Aim of the exercise » Each record here should be printed again exactly; please leave its pictures out.
━━━
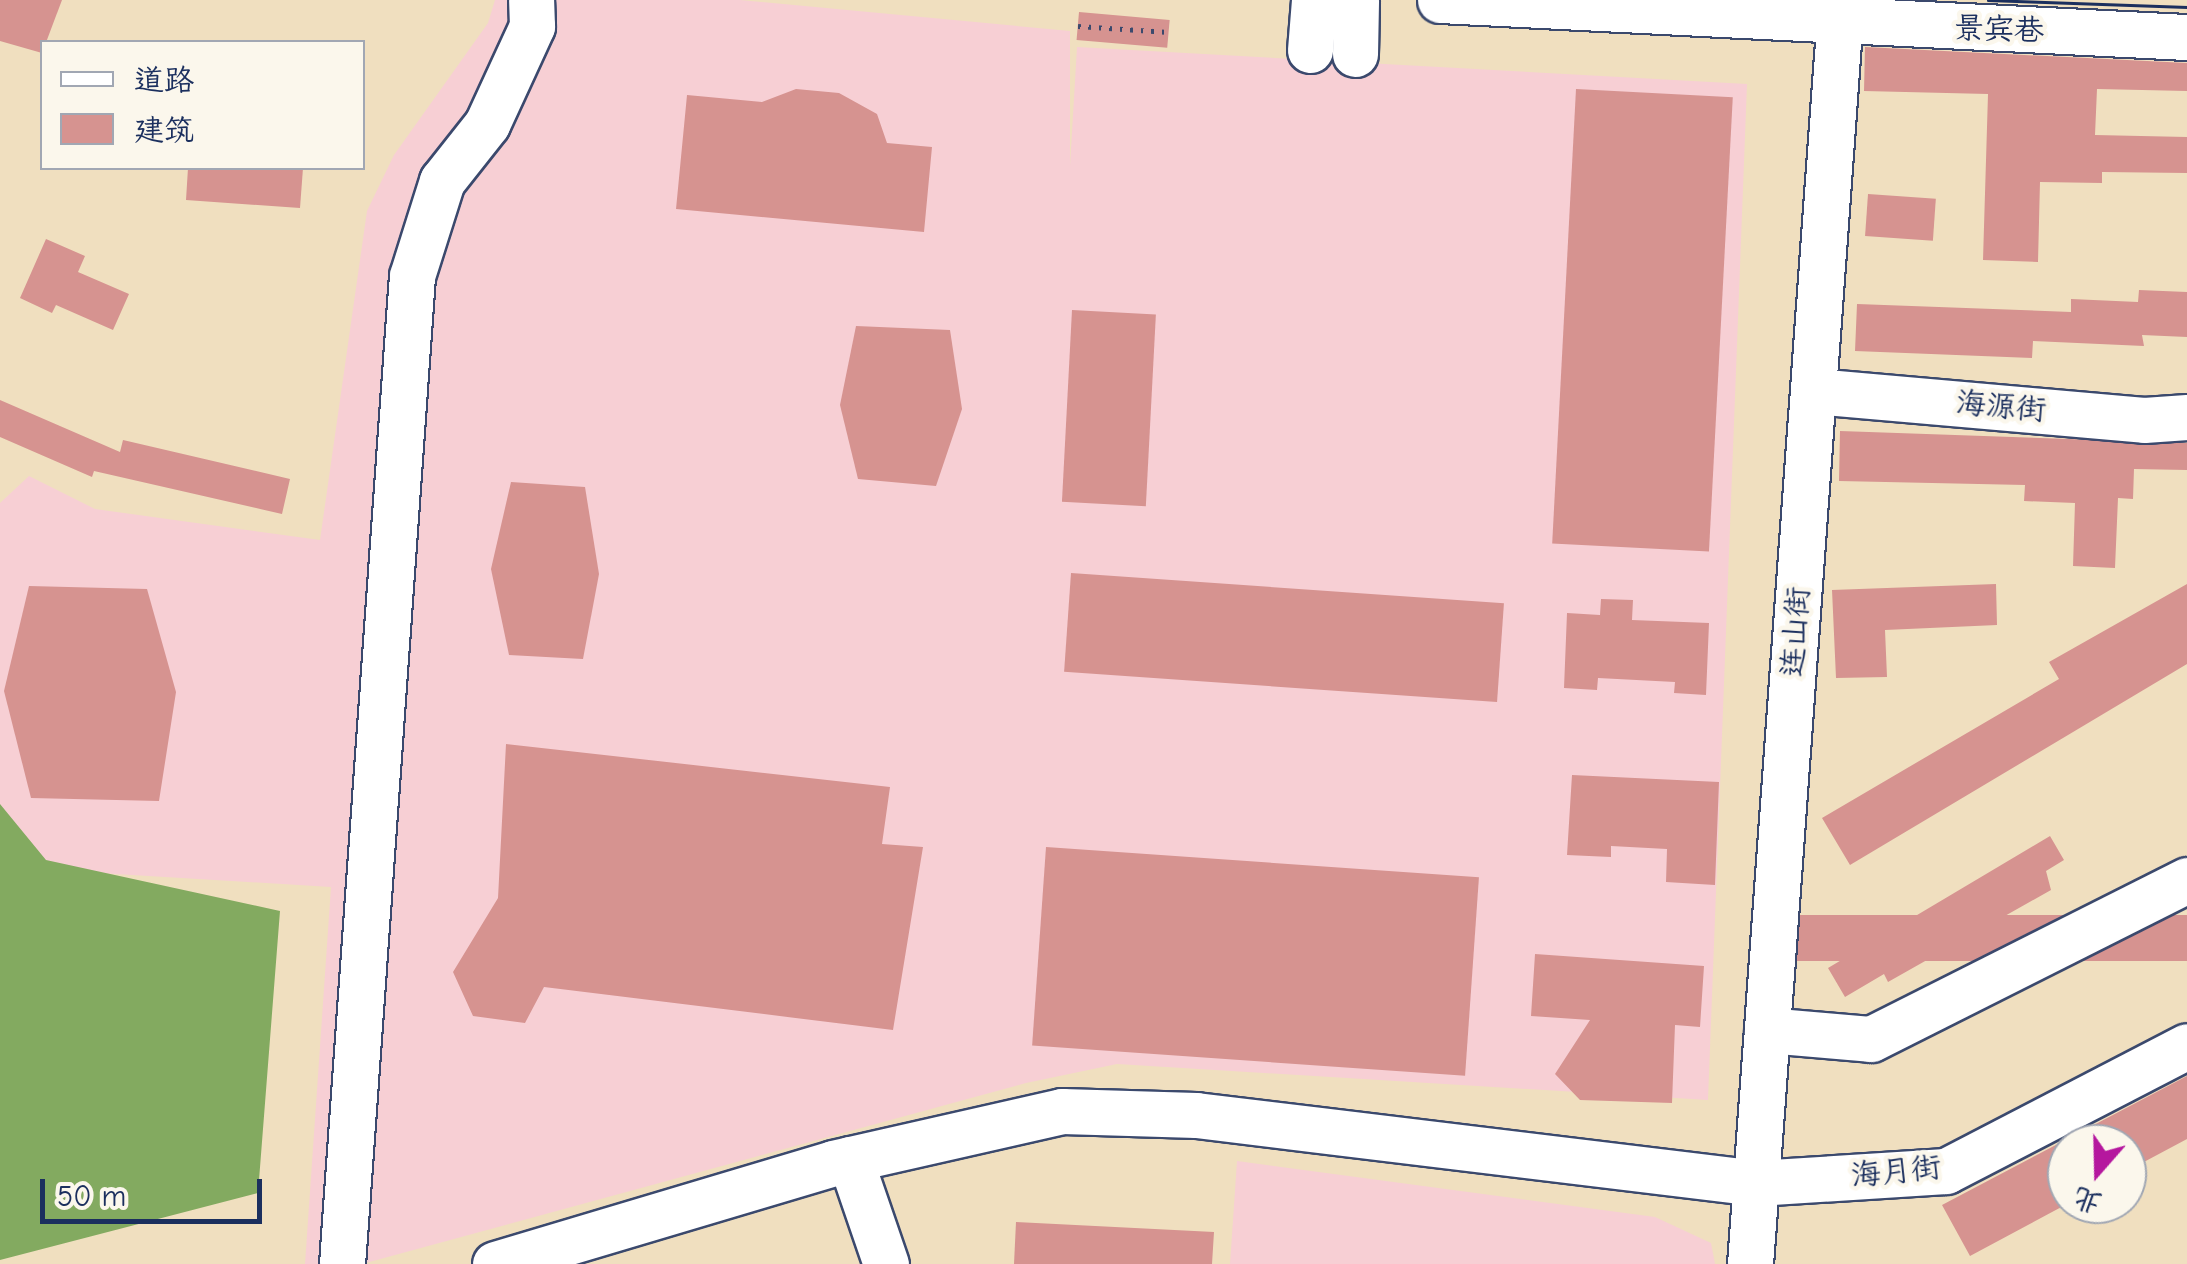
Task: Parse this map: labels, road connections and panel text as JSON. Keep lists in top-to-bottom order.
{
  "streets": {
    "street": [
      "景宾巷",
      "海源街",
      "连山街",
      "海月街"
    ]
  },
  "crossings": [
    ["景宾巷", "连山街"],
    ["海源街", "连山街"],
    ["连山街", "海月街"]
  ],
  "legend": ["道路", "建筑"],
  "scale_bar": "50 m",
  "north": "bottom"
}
━━━
Solution to this problem »
Task: Parse this map: labels, road connections and panel text as JSON. Keep lists in top-to-bottom order.
{
  "streets": {
    "street": [
      "景宾巷",
      "海源街",
      "连山街",
      "海月街"
    ]
  },
  "crossings": [
    ["景宾巷", "连山街"],
    ["海源街", "连山街"],
    ["连山街", "海月街"]
  ],
  "legend": ["道路", "建筑"],
  "scale_bar": "50 m",
  "north": "bottom"
}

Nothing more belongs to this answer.